The area around the monastery of Agia Napa was not inhabited until 1790 when (according to local tradition) there arrived from Thessaloniki a group of people who left their homeland fleeing an outbreak of cholera (the plaque). Finally, only two of them survived the deadly disease, a man by the name of Nicholaos Kemitzis and his son. Later the son married a Cypriot girl from a small village called Panayia, which was found, on the hills north of the monastery where the water of Agia Napa comes from. The young couple did not settle in Panayia because of a bitter conflict between the inhabitants of Panayia and Turkish authorities of Famagusta concerning the supply of water. Instead, they sought to establish a safer home outside the monastery thus beginning the village, which was to also be named "Agia Napa" after the shrine.

After the village grew in numbers, and since the monastery was no longer active, some of its rooms began to be used for the various needs of the community and especially as classrooms for the children of the elementary school. The church of the monastery became the parish church and continued to be so until recently when the new church was finished.
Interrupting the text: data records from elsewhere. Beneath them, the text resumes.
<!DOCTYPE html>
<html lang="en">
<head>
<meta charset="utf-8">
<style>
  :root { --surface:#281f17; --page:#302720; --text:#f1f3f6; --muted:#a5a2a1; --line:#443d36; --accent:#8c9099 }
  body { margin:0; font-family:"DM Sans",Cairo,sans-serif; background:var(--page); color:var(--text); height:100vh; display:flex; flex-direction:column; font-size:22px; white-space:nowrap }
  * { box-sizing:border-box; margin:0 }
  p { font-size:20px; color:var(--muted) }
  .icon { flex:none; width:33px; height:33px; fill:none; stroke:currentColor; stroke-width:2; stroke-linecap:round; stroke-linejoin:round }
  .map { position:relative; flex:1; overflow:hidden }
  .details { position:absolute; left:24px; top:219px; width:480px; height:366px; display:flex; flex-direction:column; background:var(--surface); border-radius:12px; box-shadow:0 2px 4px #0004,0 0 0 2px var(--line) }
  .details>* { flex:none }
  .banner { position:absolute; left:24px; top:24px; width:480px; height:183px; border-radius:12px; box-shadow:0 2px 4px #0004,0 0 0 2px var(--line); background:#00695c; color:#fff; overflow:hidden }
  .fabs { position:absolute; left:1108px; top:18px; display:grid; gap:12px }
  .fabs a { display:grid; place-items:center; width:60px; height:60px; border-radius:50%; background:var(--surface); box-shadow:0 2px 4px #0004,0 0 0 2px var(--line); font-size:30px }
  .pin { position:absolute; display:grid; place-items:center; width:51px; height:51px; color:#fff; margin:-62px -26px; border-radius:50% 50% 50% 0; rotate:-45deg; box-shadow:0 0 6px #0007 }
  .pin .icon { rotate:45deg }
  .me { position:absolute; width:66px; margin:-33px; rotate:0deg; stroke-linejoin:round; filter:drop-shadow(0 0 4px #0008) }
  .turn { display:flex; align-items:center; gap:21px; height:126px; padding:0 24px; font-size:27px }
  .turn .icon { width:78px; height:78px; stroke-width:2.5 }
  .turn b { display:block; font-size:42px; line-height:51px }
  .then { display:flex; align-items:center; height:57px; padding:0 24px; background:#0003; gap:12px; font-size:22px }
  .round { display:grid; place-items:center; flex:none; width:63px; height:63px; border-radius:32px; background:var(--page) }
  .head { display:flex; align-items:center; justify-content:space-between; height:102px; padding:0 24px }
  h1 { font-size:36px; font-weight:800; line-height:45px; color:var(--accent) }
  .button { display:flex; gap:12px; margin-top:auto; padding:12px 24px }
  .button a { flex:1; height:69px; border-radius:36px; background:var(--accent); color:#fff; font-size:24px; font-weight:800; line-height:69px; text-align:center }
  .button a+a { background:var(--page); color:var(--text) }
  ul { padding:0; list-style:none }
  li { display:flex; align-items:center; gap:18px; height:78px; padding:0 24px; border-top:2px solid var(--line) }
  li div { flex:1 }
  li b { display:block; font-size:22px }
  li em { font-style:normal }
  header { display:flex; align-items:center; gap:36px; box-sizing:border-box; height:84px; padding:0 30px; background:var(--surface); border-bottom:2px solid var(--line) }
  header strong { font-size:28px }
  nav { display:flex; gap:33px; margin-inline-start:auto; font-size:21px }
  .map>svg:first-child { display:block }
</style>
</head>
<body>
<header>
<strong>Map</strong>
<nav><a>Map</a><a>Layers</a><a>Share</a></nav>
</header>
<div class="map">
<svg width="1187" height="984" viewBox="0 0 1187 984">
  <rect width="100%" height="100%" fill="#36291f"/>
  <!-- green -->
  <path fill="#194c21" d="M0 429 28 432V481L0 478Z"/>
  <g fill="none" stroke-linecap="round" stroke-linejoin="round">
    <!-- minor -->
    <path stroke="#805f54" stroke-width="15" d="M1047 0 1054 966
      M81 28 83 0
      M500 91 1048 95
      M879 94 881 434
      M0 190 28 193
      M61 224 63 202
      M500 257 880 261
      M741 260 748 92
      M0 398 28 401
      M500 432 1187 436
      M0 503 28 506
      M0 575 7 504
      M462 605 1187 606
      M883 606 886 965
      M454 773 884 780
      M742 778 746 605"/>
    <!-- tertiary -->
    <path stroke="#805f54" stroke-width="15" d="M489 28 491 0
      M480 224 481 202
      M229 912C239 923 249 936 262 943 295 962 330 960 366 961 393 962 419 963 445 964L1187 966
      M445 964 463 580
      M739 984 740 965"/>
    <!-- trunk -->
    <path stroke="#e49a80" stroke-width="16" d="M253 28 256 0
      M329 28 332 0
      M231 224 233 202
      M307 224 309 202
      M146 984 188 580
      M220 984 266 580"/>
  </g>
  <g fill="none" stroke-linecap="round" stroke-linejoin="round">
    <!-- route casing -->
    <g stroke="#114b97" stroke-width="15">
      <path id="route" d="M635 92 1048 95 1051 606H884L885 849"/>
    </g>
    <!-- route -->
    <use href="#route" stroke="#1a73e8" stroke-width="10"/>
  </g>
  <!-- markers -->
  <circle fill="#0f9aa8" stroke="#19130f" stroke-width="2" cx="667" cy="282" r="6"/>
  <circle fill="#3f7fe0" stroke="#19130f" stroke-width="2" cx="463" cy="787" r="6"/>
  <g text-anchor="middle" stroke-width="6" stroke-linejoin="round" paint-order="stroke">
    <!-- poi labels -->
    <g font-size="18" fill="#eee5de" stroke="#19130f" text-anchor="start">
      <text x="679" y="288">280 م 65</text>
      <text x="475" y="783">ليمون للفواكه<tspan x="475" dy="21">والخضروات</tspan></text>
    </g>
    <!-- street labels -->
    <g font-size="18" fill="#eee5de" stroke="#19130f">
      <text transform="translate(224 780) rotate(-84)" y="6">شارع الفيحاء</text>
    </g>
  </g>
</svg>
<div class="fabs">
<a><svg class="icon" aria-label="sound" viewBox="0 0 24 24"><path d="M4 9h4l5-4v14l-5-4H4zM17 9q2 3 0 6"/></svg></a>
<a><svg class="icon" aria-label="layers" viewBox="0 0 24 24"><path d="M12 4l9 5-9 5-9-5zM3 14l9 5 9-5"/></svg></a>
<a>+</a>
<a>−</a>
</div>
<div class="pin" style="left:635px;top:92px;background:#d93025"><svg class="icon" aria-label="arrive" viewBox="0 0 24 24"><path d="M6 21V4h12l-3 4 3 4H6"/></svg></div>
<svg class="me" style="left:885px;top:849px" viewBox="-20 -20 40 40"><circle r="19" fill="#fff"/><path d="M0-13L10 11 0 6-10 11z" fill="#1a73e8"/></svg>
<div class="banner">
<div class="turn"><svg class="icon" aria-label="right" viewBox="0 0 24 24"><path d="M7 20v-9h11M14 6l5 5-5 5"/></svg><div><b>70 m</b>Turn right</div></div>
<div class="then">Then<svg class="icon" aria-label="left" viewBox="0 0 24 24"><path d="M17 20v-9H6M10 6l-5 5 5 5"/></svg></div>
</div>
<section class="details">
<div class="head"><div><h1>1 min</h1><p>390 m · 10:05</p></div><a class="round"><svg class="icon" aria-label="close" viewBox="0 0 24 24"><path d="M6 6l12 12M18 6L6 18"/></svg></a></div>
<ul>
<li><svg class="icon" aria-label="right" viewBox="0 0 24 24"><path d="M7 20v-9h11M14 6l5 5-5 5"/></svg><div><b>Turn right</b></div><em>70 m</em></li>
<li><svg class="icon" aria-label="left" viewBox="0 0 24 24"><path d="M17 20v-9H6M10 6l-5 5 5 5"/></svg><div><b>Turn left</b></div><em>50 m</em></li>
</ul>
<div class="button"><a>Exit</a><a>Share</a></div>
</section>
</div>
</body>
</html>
The old shrine-church is still used, however, for weekday services and baptisms.

The new church, built Southwest of the monastery, was completed in 1990. Its interior walls are covered with beautiful Byzantine-style icons, which were painted in three stages by the iconographer Sozos Yiannoudies and his crew and were completed in August of 1994. The new church is also dedicated to the Virgin Mary and celebrates, along with the monastery, the feast of the Birth of the Mother of God (the Theotokos) on September 8.

The parish and monastery of Ayia Napa keep five small chapel in the area. These are, St. Barbara, St. George, St. Epiphanios, St. Mavra and St. Paraskevi, where services are held only on the feast of their patron saint.